Digital payment rails have existed in retail and institutions for decades. However, the evolution of these rails has developed much slower than the cutting-edge technology that uses it. Although the world continues to witness the mass adoption of cryptocurrencies and digital assets, users experience limitations on how to spend their preferred forms of payment. Currently, most methods of engaging in cryptocurrency transactions are not very transparent and involve exchanging digital assets for fiat through centralized exchanges, which can cause a logistical challenge. Flexa is a digital payments network that provides merchants with seamless options to facilitate cryptocurrency payments from various mobile applications and digital wallets. Flexa achieves this by using a hybrid-approach utilizing a centralized framework and a decentralized network, the Flexa network.
Background
Flexa was founded in early 2018 by Tyler Spalding, Zach Kilgore, Trevor Filter, and Daniel McCabe and is headquartered in New York. Their mission was to innovate the traditional payments infrastructure, address the social impact of costly transaction fees, and eliminate fraudulent payments by utilizing the benefits of smart contracts on the decentralized blockchain network, Ethereum.
Flexa Network
The Flexa network is a digital payments network that supports over 99 cryptocurrencies across 12 blockchain networks, supporting over 41,000 merchants. The payments network was developed to remove costly intermediaries and enable the universal acceptance of various digital assets by integrating with existing payments infrastructure at the point-of-sale (POS). In real time, Flexa’s payment solutions facilitate instant, economical, and fraud-proof settlements in-store, online, or through mobile applications.

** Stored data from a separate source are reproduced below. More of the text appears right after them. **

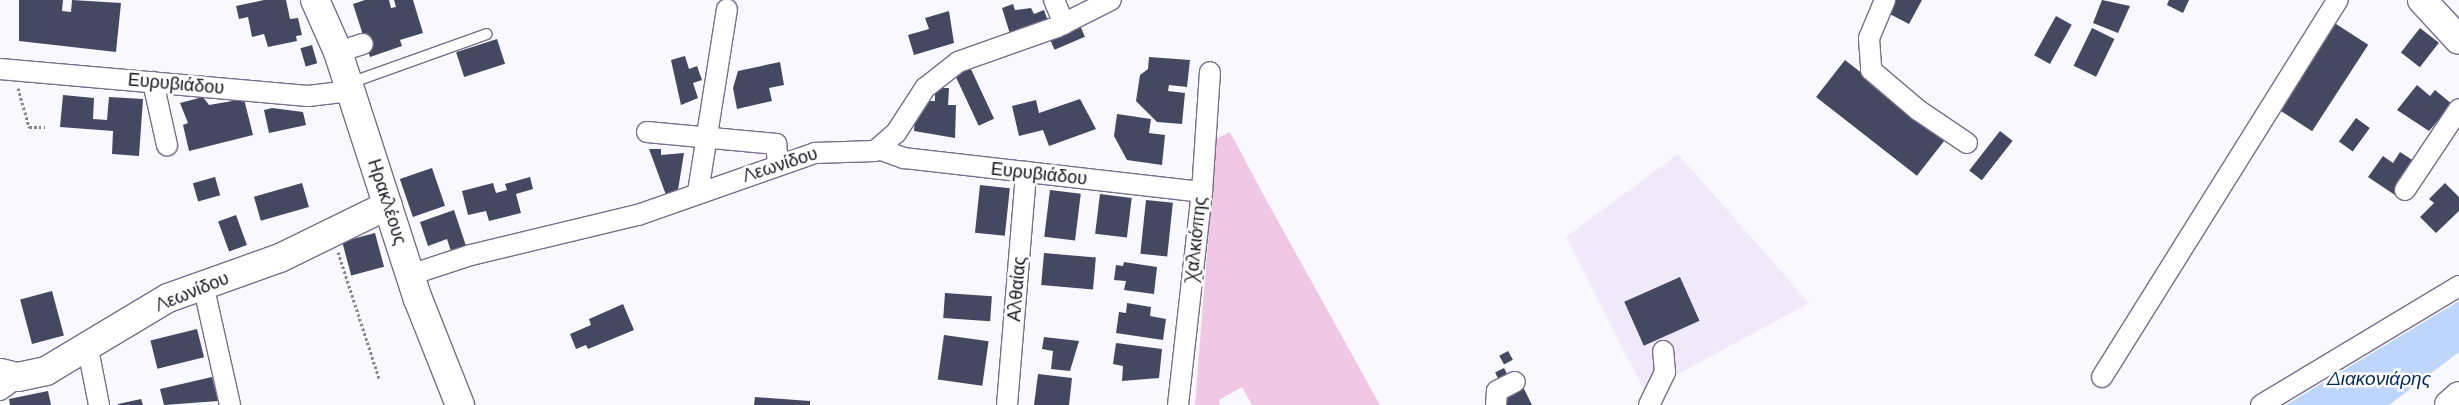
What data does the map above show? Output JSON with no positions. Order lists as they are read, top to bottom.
{
  "streets": {
    "street": [
      "Ευρυβιάδου",
      "Λεωνίδου",
      "Ηρακλέους",
      "Χαλκιόπης",
      "Αλθαίας"
    ]
  },
  "crossings": [
    ["Ευρυβιάδου", "Λεωνίδου"],
    ["Ευρυβιάδου", "Ηρακλέους"],
    ["Ευρυβιάδου", "Χαλκιόπης"],
    ["Ευρυβιάδου", "Αλθαίας"],
    ["Λεωνίδου", "Ηρακλέους"]
  ],
  "water": ["Διακονιάρης"]
}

Flexa utilizes existing centralized payment infrastructure like merchant POS systems, online, and mobile applications to facilitate transactions. However, Flexa’s hybrid approach incorporates decentralized networks as a settlement layer to authenticate and validate transactions on-chain. Being on-chain eliminates the need for financial intermediaries and reduces transaction costs related to fraud, all while preserving transaction security and privacy.
Flexa Network Mechanics
The centralized infrastructure of the Flexa network integrates with existing global payment platforms through strategic global payments partnerships. It also adheres to local regulatory frameworks, ensuring a fully licensed, compliant, and legal digital payments system. The Flexa Spend SDK (Software Development Kit) and Payment Links API allows developers and merchants to seamlessly integrate Flexa’s digital payment features to their POS systems and different platforms.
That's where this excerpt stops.